Carotid Plaque Stress Analysis: Issues on Patient-Specific Modeling

Fig. 8.1

General procedure of 3D plaque geometry reconstruction

Fig. 8.2

Segmentation results for the symptomatic patients superimposed on T2-weighted MRI images (a) and reconstructed 3D plaque geometry (b)

2.3 Plaque Stress Analysis by FSI Simulation

The carotid arterial wall was assumed to be nonlinear, isotropic, and incompressible. The 3D nonlinear Mooney–Rivlin model in ANSYS11.0 was used to describe the material property, the strain energy density function W was

$\begin{array}{lll}W &= {C_{10 }}({I_1}-3)+{C_{01 }}({I_2}-3)+{C_{20 }}{{({I_1}-3)}^2} \hfill \\ & \quad +{C_{11 }}({I_1}-3)({I_2}-3) +{C_{02 }}{{({I_2}-3)}^2}+\frac{1}{d}{(J-1)^2} \hfill \end{array}$

(8.1)

where I ₁ and I ₂ are the first and second strain invariants, d is the material incompressible parameter, J stands for the ratio of the deformed volume over the un-deformed volume of materials, C ₁₀, C ₀₁, C ₂₀, C ₁₁, and C ₀₂ are material constants.

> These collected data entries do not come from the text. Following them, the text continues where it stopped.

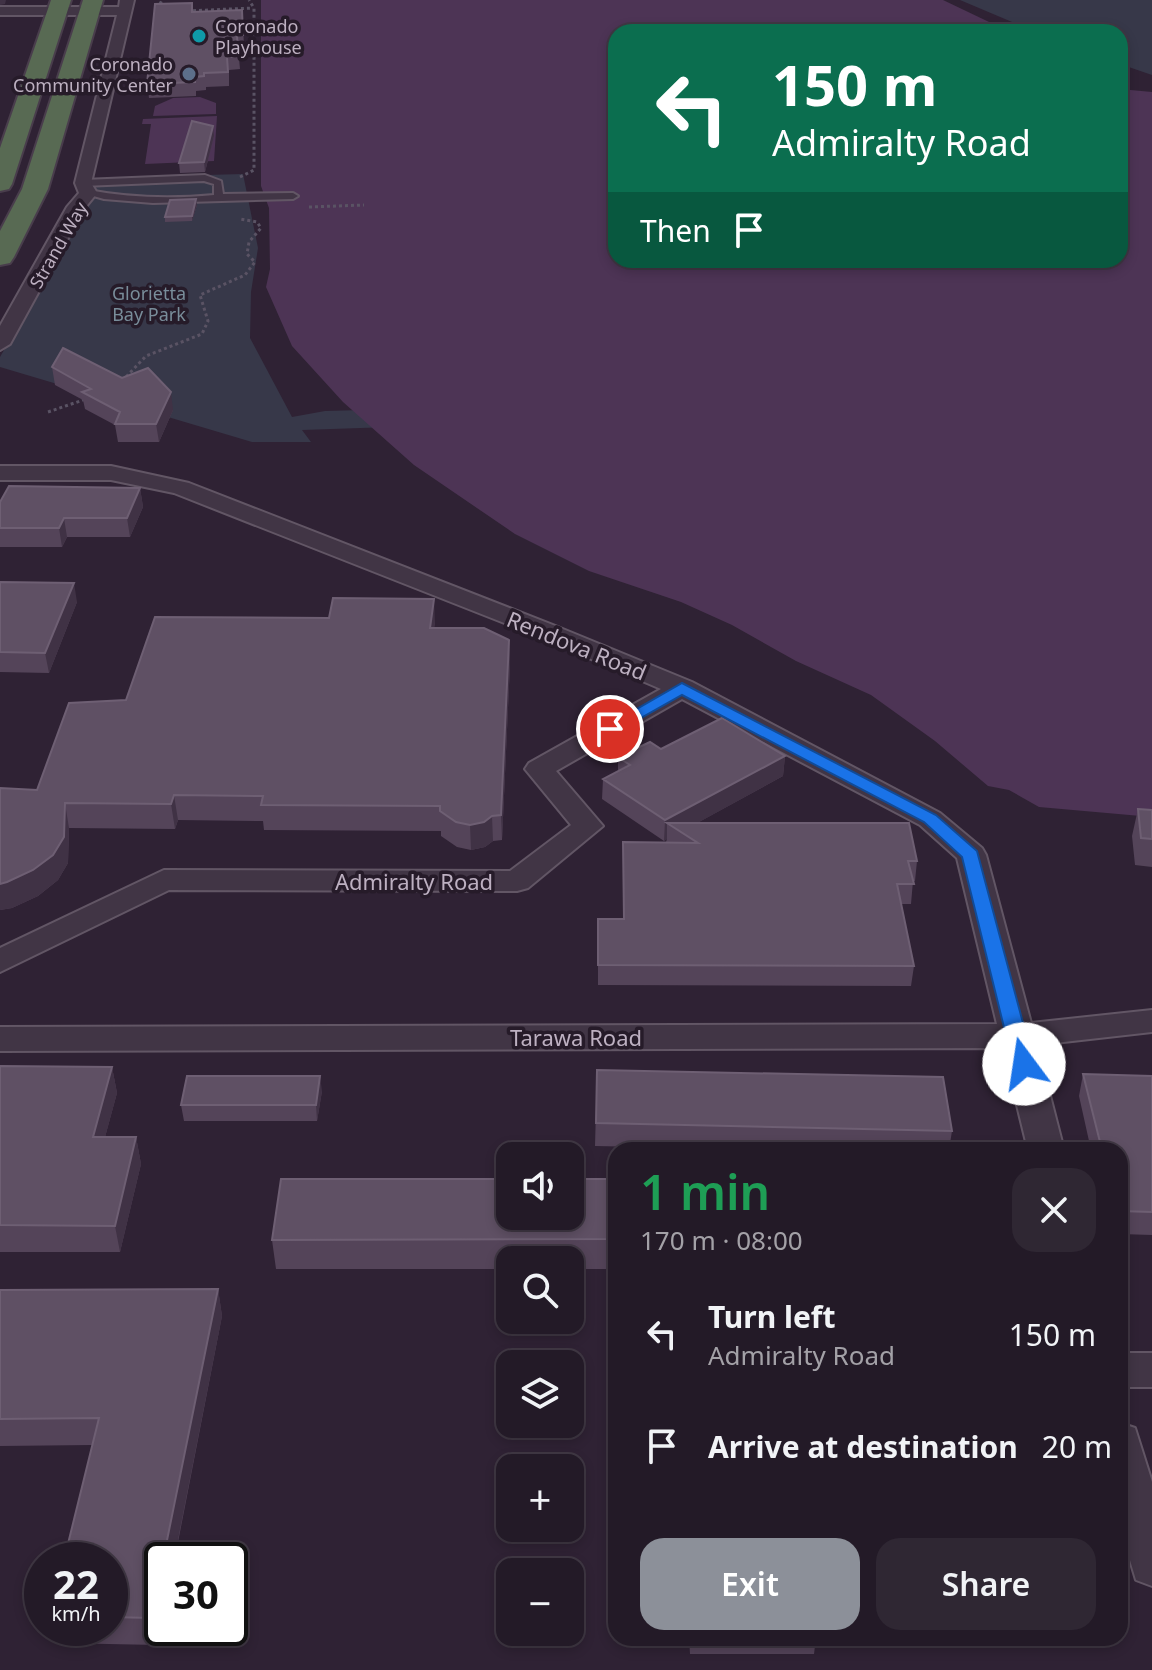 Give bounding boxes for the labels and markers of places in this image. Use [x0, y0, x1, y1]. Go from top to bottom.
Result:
place label: Coronado Playhouse [215, 14, 302, 59]
marker: Coronado Playhouse [190, 27, 208, 45]
place label: Coronado Community Center [13, 52, 174, 97]
marker: Coronado Community Center [180, 65, 198, 83]
pin [576, 695, 644, 763]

In the study, C ₁₀ = 50.445 kPa, C ₀₁ = 30.491 kPa, C ₂₀ = 40 kPa, C ₁₁ = 120 kPa, C ₀₂ = 10 kPa, and d = 1.44e−7, derived from existed literatures [29]. Lipid core was much softer with 2 kPa for the Young’s modulus and 0.49 for Poisson ratio. The structure model was meshed with an unstructured mesh consisting of nearly 90,000 10-node 3D tetra elements. The computational nodes at the efferent planes of ICA and ECA were fixed in all directions and an axial pre-stretch of 11% (based on the shunk procedure in plaque geometry reconstruction).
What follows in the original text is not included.